“Estamos en una selva de disputas donde la verdad ha sido dejada de lado porque la Justicia no importa y porque los hechos no interesan”. Hace varios meses, el filósofo Santiago Kovadloff realizaba una precisa radiografía del discurso público en nuestro país, en la cual también alertaba sobre los riesgos de la libertad de expresión por parte de un Gobierno que “impone su fuerza no por convicción sino por la sumisión de quienes la reciben”. En momentos de altísimos índices de propagación de contenidos desinformativos, el testimonio de Kovadloff es revelador e indispensable para afirmar que la verdad ha sido abandonada en sí misma y retomada desde la perspectiva que cada individuo tiene sobre los hechos.
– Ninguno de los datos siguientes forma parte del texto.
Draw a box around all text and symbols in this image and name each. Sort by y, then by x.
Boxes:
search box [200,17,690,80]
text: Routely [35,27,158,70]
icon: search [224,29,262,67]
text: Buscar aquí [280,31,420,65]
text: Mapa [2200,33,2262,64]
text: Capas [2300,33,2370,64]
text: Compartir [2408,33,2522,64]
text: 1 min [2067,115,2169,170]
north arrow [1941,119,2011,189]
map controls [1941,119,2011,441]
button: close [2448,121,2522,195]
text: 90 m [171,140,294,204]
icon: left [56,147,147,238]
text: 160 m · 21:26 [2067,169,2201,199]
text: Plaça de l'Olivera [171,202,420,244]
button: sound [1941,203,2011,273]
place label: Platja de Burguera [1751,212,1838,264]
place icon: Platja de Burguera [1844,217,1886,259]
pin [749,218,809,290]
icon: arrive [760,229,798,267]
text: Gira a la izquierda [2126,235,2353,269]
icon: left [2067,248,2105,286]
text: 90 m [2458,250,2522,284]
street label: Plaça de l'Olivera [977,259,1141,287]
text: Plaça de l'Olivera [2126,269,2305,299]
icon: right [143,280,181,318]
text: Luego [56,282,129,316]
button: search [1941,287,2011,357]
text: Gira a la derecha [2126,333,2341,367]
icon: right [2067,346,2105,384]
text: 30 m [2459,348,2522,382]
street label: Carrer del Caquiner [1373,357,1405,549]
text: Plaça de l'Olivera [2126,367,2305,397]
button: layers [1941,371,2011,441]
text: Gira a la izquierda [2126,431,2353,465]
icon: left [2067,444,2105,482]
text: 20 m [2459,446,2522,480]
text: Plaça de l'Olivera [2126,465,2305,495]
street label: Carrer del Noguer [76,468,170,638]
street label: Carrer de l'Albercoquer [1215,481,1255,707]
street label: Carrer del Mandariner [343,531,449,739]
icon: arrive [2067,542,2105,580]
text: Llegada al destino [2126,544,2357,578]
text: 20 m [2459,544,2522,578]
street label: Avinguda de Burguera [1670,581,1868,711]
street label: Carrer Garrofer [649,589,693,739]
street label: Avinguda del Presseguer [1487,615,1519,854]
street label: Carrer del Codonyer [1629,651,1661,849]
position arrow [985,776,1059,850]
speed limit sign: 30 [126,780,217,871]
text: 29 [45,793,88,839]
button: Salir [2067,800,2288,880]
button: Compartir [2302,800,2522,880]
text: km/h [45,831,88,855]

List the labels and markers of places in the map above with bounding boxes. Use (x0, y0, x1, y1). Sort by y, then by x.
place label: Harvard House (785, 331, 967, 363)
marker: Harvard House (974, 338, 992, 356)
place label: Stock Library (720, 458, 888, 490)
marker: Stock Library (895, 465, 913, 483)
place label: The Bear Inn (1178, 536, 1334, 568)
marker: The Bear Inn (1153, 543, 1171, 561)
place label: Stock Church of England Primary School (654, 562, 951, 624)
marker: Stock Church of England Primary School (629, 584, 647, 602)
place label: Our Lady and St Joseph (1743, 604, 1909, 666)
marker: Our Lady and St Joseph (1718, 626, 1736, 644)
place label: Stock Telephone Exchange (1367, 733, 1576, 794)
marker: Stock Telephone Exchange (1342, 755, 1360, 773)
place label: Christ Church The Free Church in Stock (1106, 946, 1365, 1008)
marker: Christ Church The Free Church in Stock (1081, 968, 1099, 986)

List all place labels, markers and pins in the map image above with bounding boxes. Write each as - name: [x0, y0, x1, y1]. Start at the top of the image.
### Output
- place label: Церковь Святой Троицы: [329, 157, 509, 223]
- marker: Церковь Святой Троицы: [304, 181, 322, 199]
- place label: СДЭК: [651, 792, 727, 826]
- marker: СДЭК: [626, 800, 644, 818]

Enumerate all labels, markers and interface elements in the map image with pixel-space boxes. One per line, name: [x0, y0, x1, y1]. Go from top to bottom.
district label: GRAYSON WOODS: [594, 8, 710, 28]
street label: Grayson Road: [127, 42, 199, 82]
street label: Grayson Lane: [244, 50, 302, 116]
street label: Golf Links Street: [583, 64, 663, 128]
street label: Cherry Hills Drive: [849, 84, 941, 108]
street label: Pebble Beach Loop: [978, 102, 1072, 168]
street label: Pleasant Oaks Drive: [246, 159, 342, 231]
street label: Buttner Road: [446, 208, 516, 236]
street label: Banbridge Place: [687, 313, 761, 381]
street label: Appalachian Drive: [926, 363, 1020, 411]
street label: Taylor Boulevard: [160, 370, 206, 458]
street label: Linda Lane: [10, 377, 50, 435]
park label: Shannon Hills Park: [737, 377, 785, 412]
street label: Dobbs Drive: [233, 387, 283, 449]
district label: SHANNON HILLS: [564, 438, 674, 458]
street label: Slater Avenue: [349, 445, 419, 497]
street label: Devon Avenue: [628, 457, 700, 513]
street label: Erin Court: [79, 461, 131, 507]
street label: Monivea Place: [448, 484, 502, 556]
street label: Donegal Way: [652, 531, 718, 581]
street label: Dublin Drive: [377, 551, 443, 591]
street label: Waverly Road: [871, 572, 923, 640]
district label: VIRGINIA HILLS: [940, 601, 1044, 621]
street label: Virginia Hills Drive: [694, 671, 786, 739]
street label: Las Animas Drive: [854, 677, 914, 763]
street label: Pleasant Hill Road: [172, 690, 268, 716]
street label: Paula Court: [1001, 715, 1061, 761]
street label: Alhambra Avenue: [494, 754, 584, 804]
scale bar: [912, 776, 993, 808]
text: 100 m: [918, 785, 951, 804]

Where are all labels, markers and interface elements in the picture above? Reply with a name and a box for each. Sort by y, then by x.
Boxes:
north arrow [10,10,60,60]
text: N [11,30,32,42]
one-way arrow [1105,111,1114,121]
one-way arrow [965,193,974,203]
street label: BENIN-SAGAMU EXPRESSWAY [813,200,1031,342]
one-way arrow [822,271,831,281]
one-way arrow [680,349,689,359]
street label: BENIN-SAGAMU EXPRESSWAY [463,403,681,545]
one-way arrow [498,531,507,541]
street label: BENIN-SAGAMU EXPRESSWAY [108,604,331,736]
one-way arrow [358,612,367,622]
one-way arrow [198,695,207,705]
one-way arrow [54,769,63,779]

En esa coyuntura también cayó el medio del Siglo XX por antonomasia. La televisión volvió a evidenciar que la desinformación no es producto únicamente de charlas de WhatsApp o cuentas tuiteras de dudosa procedencia sino que también son los propios periodistas quienes le han dado un gran espacio en sus programas para que estos contenidos se proliferen y lleguen a los hogares de todos los argentinos. Desde el abordaje de temáticas con una liviandad inusitada, algo que no es solo de estos días sino que viene de larga data, hasta la irresponsabilidad y poco profesionalismo con el cual se abordan algunos temas de interés público, el periodismo le ha abierto sus puertas a la desinformación, lo cual se ve acrecentado por la dificultad de encontrar información de calidad entre tanta oferta informativa que circula en el ecosistema mediático actual. Ya lo decía el periodista vasco Iñaki Gabilondo, “vivimos en una época de inundación informativa pero cuando hay inundaciones es más difícil encontrar agua potable”. Menuda ironía.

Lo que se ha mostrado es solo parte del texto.